Treatment of Pasteurella endocarditis is challenging and mainly based on anecdotal evidence, as the available data primarily comes from case reports. However, there is a general consensus that aggressive antibiotic therapy is essential for all patients. Broad-spectrum cephalosporins, piperacillin-tazobactam, and ampicillin-sulbactam have been used, with some cases also treated with ciprofloxacin. In our case, the organism was sensitive to meropenem, vancomycin, and linezolid, but resistant to penicillin and cephalosporins. A 6-week course of antibiotics is considered optimal. Surgical intervention is necessary for cases involving severe valvular dysfunction, antibiotic failure, or an aortic root abscess. In our case, the lack of improvement after 5 days of medical management led us to consider surgery, which proved to be successful.
CONCLUSION:
Pasteurella-induced IE is rare and highly morbid with an aggressive clinical course. High index of suspicion and early diagnosis, especially in immunocompromised patients, are warranted because the disease is potentially life threatening, yet is a readily treatable infection.
REFERENCES:
- Giordano A, Dincman T, Clyburn BE, et al. Clinical Features and Outcomes of Pasteurella multocida Infection. Medicine (Baltimore) 2015; 94:e1285.

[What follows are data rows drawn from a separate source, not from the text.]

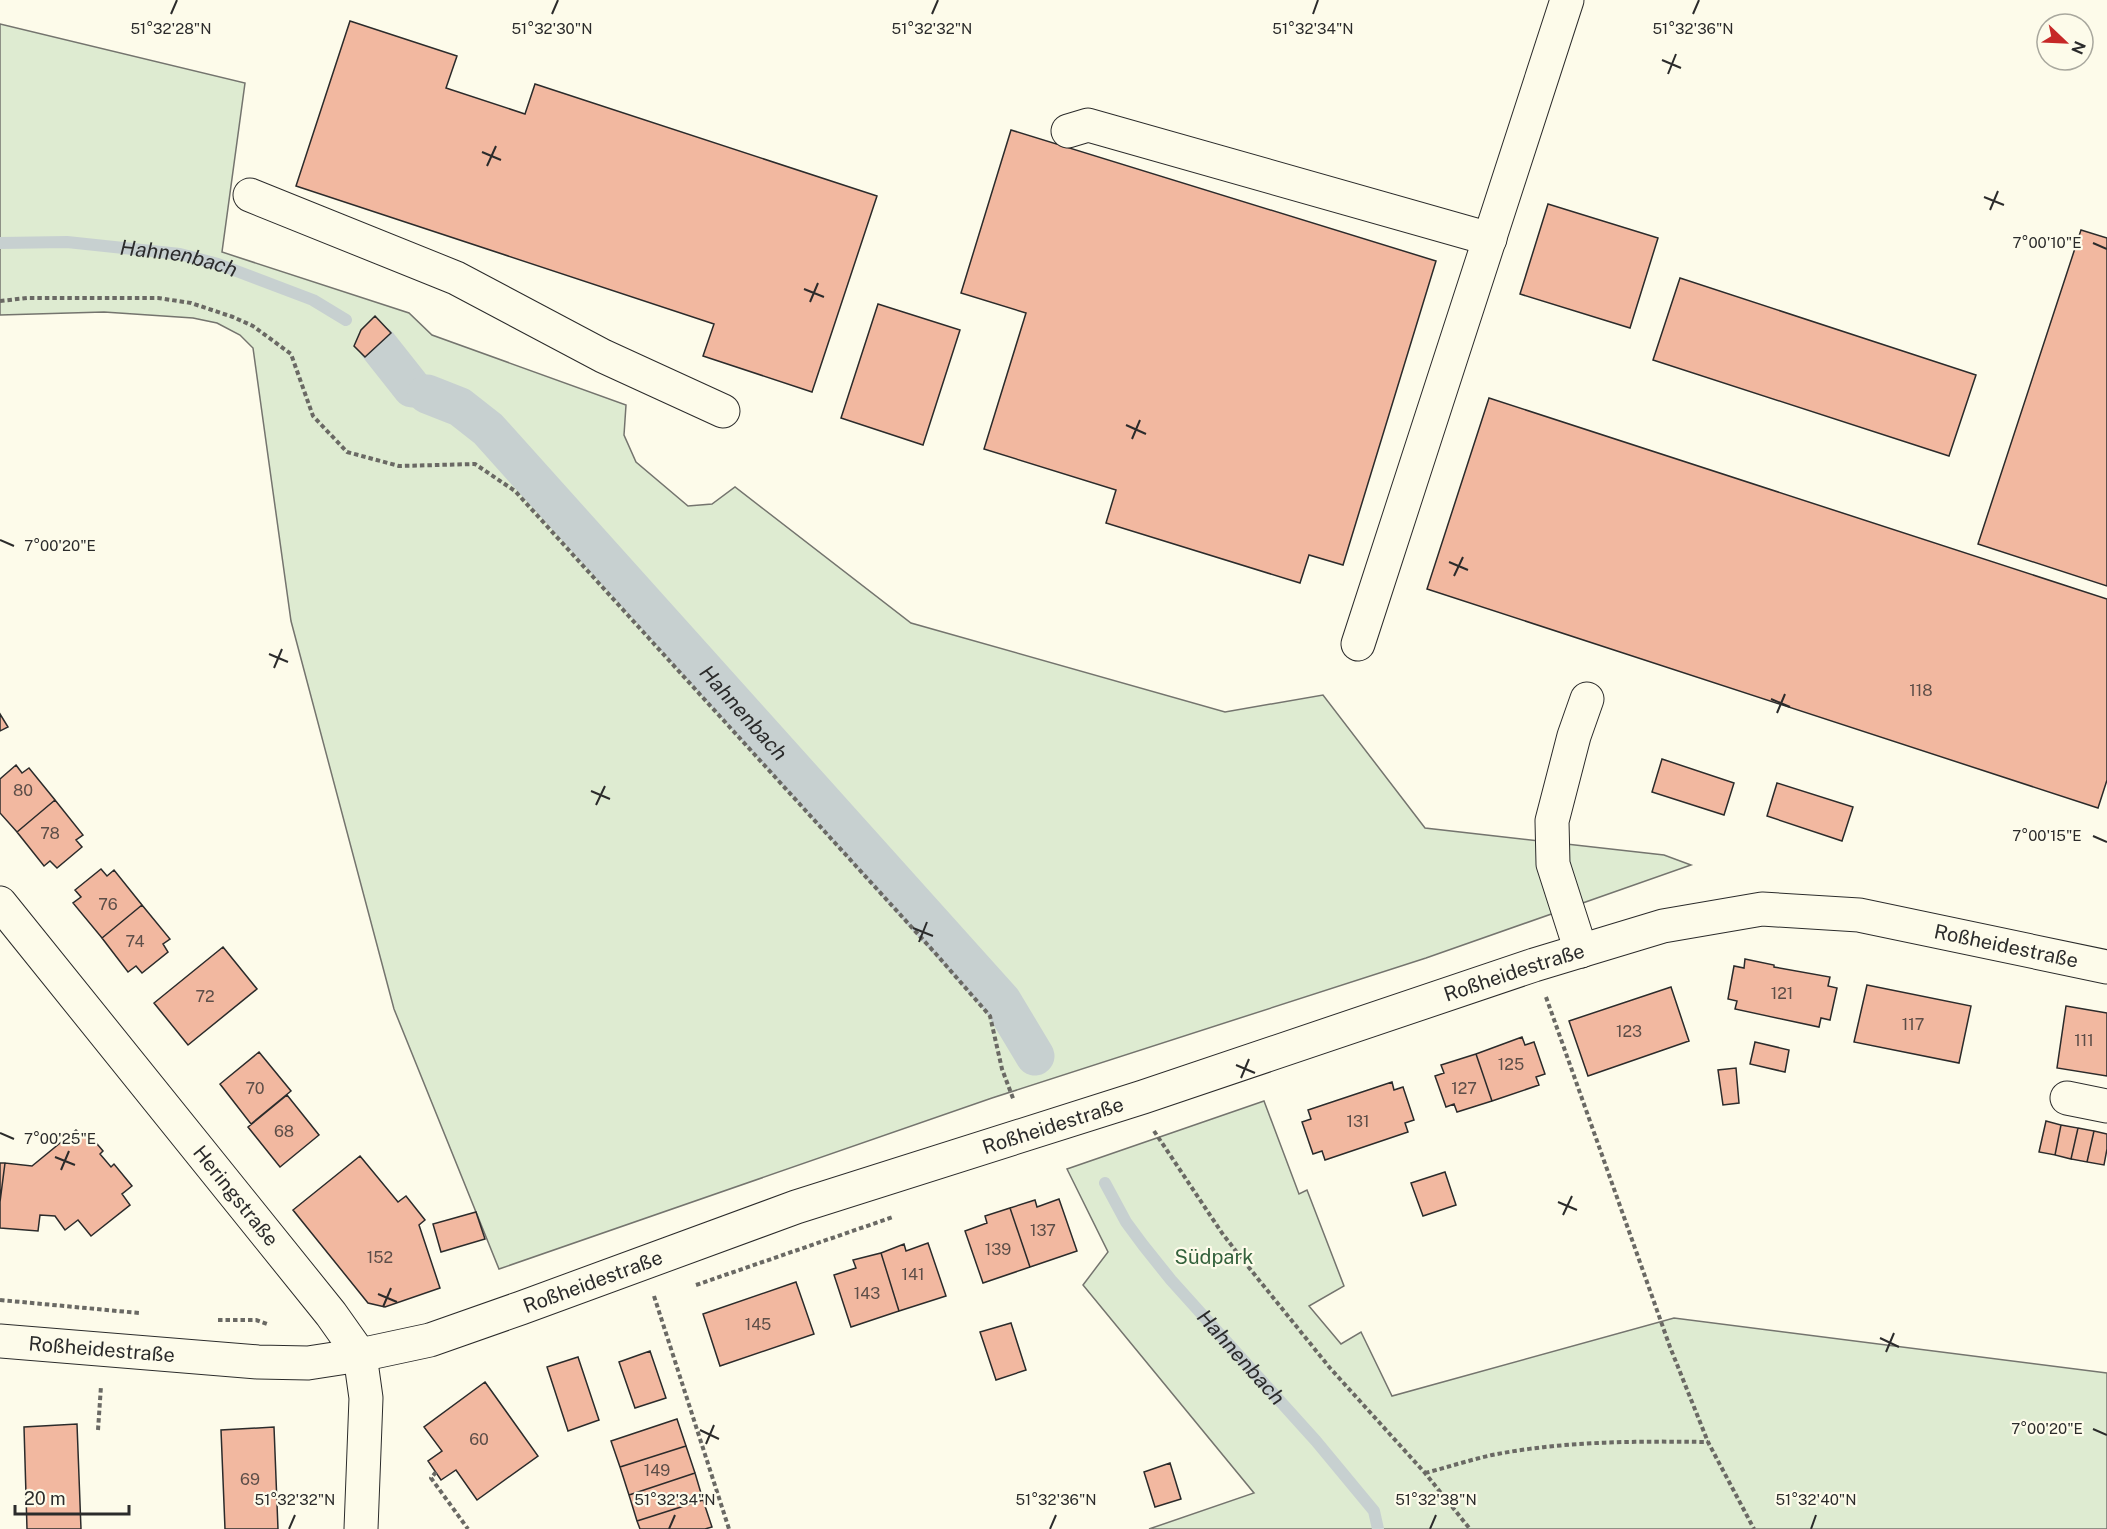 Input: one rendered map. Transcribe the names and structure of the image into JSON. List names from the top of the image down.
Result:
{
  "streets": {
    "street": ["Roßheidestraße", "Heringstraße"]
  },
  "crossings": [
    ["Roßheidestraße", "Heringstraße"]
  ],
  "water": ["Hahnenbach"],
  "parks": ["Südpark"],
  "house_numbers": [
    "118",
    "80",
    "78",
    "76",
    "74",
    "121",
    "72",
    "117",
    "123",
    "111",
    "125",
    "70",
    "127",
    "131",
    "68",
    "137",
    "139",
    "152",
    "141",
    "143",
    "145",
    "60",
    "149",
    "69"
  ],
  "scale_bar": "20 m",
  "north": "bottom right",
  "coordinates": [
    "51°32'28\"N",
    "51°32'30\"N",
    "51°32'32\"N",
    "51°32'34\"N",
    "51°32'36\"N",
    "7°00'10\"E",
    "7°00'20\"E",
    "7°00'15\"E",
    "7°00'25\"E",
    "51°32'38\"N",
    "51°32'40\"N"
  ]
} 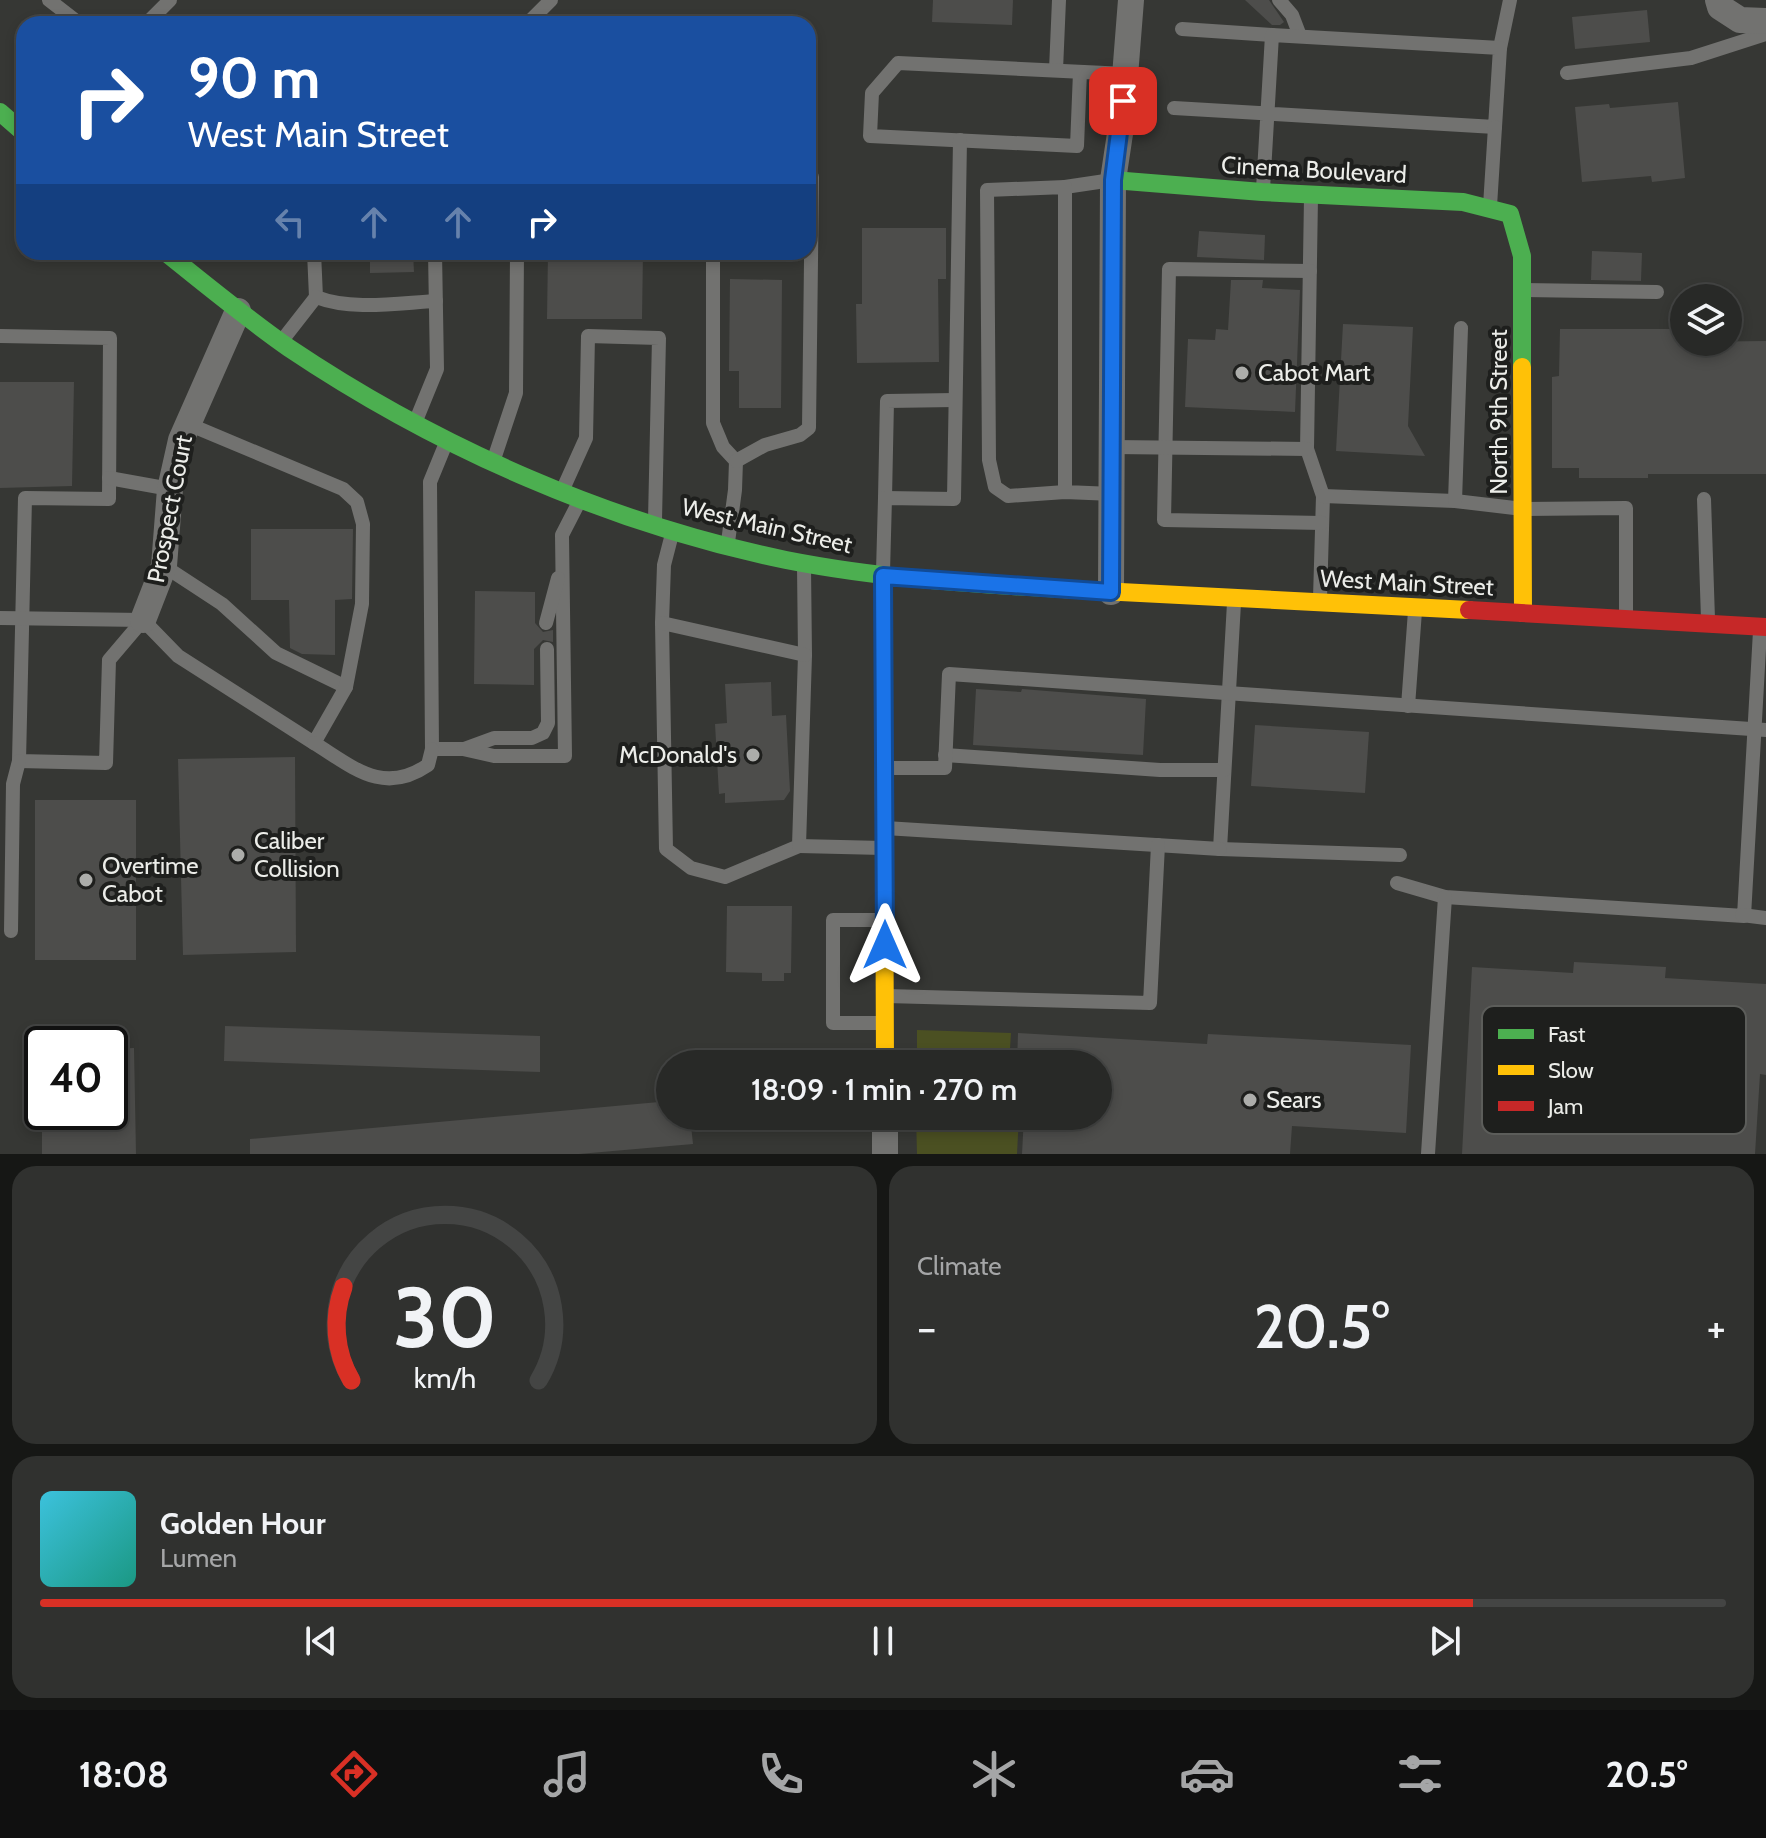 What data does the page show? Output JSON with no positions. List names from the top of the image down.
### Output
{
  "streets": {
    "main road": ["Cinema Boulevard", "North 9th Street", "West Main Street"],
    "street": ["Prospect Court"]
  },
  "crossings": [
    ["Cinema Boulevard", "North 9th Street"],
    ["North 9th Street", "West Main Street"],
    ["Prospect Court", "West Main Street"]
  ],
  "places": [
    "Cabot Mart",
    "McDonald's",
    "Caliber Collision",
    "Overtime Cabot",
    "Sears"
  ],
  "legend": ["Fast", "Slow", "Jam"],
  "page": {
    "turn": ["90 m", "West Main Street"],
    "limit": "40",
    "trip": "18:09 · 1 min · 270 m",
    "tile": "Climate",
    "heat": ["−", "20.5°", "+"],
    "song": ["Golden Hour", "Lumen"],
    "tabs": ["18:08", "20.5°"],
    "gauge": ["30", "km/h"]
  }
}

- Donnio PY, Lerestif-Gautier AL, Avril JL. Characterization of Pasteurella spp. strains isolated from human infections. J Comp Pathol 2004; 130:137.
- Wilson BA, Ho M. Pasteurella multocida: from zoonosis to cellular microbiology. Clin Microbiol Rev 2013; 26:631.
- Owen CR, Buker EO, Bell JF, Jellison WL. Pasteurella multocida in animals’ mouths. Rocky Mt Med J 1968; 65:45.
- Acha PN, Szyfres B. Zoonoses and Communicable Diseases Common To Man and Animals, 3rd Ed, Pan American Health Organization, Washington, DC 2001. Vol 1, p.199.
- Nettles RE, Sexton DJ. Pasteurella multocida prosthetic valve endocarditis: case report and review. Clin Infect Dis 1997; 25:920.
- Mahmoud M, El Kortbi K, Abdalla MI, Habib S. Rare but Fatal Pasteurella multocida Infective Endocarditis: A Case Report and Literature Review. Cureus 2022; 14:e22950.